In the news, Nate Jones unpacks the US-China "phase one" trade deal and what it means for the tech divide.

Nick Weaver and I agree that the King County (Seattle) Conservation District's notion of saving postage by having everyone vote by phone is nuts. Nick in particular reacts as you'd expect him to. Although, frankly, if anyone deserves to have Putin choose their local government, it's Seattle. He could hardly do a worse job than Seattle voters have.

Nate talks about the profound hit the credibility of the FISA process has taken as a result of the Justice Department admitting that two of four Carter Page warrants were invalid. Among other things, it opens FISA to a kitchen sink full of crazy  proposals for handcuffing national security wiretaps. Like this one from Sen. Ron Wyden and Sen. Steve Daines (who should know better).

Brazil has charged Glenn Greenwald with "cybercrimes" on evidence that would be thin at best in the US, Nate argues. Nick agrees and is only sad that the Bolsonaro government has put him in the position of defending the unspeakably unpleasant Greenwald.
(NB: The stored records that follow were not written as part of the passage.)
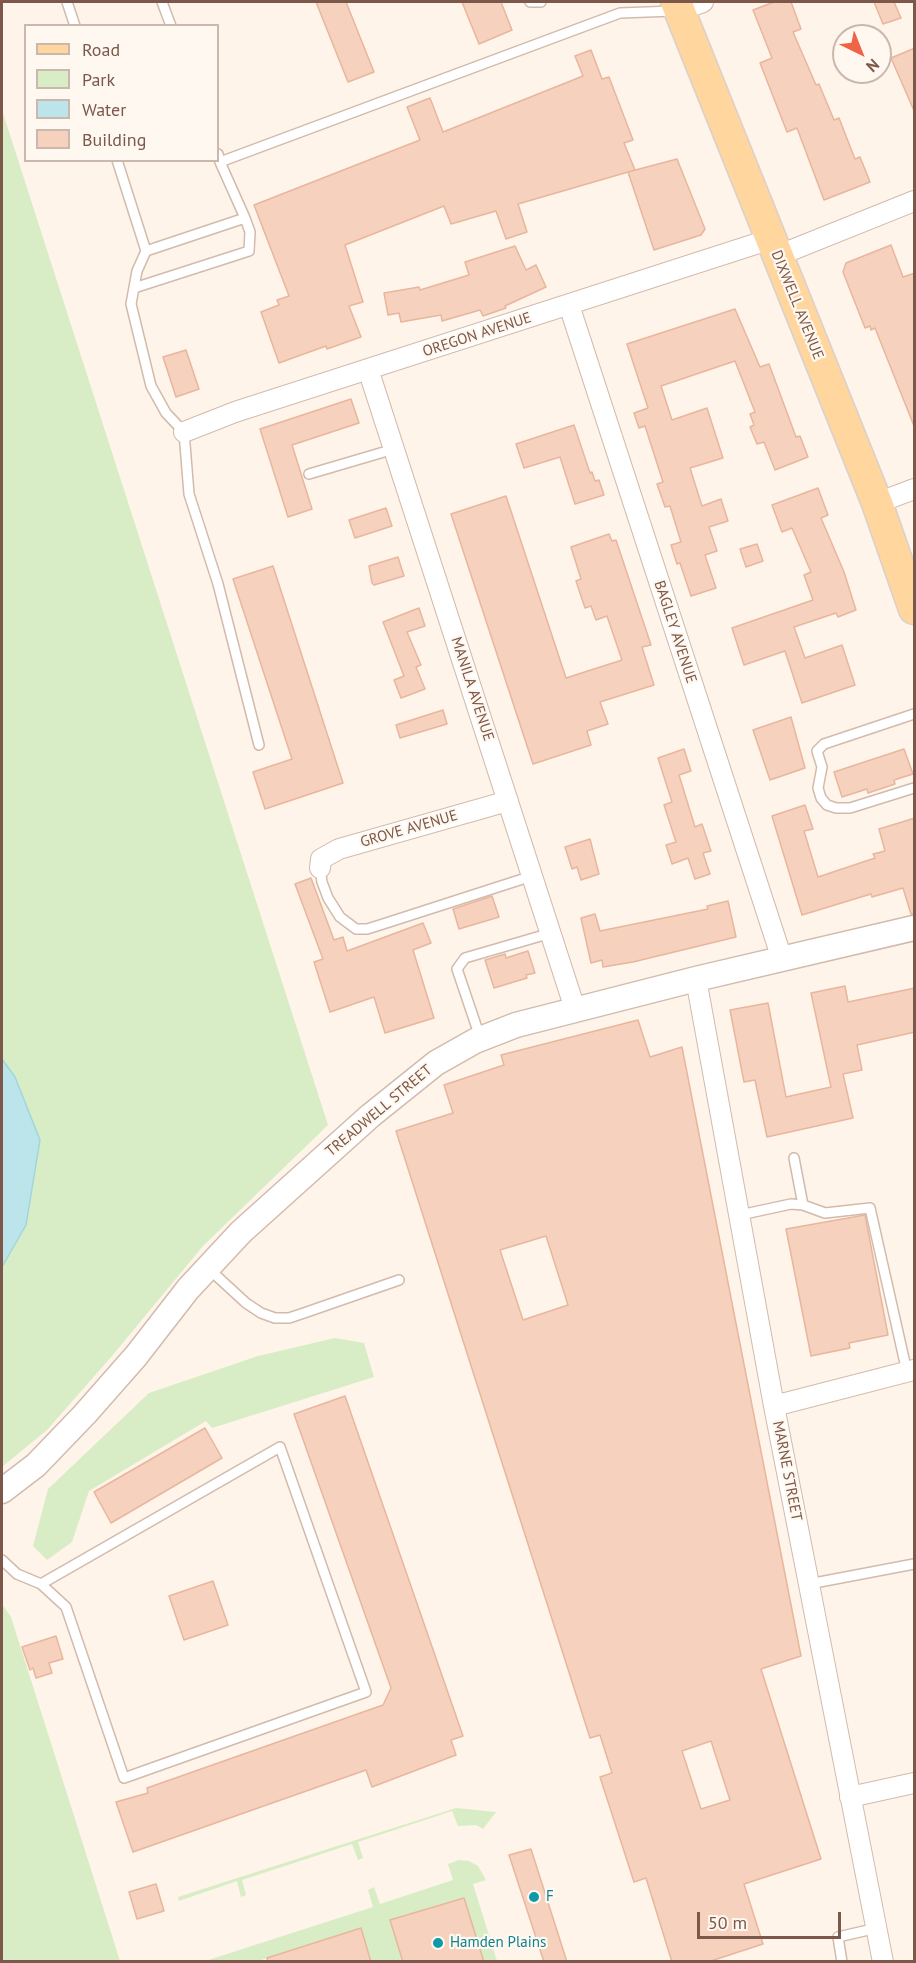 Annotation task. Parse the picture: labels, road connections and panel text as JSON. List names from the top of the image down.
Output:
{
  "streets": {
    "main road": ["DIXWELL AVENUE"],
    "street": [
      "OREGON AVENUE",
      "BAGLEY AVENUE",
      "MANILA AVENUE",
      "GROVE AVENUE",
      "TREADWELL STREET",
      "MARNE STREET"
    ]
  },
  "crossings": [
    ["DIXWELL AVENUE", "OREGON AVENUE"],
    ["OREGON AVENUE", "BAGLEY AVENUE"],
    ["OREGON AVENUE", "MANILA AVENUE"],
    ["BAGLEY AVENUE", "TREADWELL STREET"],
    ["MANILA AVENUE", "GROVE AVENUE"],
    ["MANILA AVENUE", "TREADWELL STREET"],
    ["TREADWELL STREET", "MARNE STREET"]
  ],
  "places": ["F", "Hamden Plains"],
  "legend": [
    "Road",
    "Park",
    "Water",
    "Building"
  ],
  "scale_bar": "50 m",
  "north": "bottom right"
}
Google is redesigning its search results again, blurring even further the line between ads and organic results. Living up to its new motto ("Don't be caught being evil"), Google announces that it's just testing its design, and everyone should chill. Nick and I are skeptical that A/B testing will tell Google anything other than which redesign fools consumers most effectively and thus makes more protection money for Google.

And speaking of protection money, this episode was not brought to you by Avast, the company that probably would have paid the most not to be mentioned on the podcast this week. Because they've been caught getting largely uninformed consent to the monitoring of their customers' Web activities – right down to their porn preferences.

Download the 297th Episode (mp3).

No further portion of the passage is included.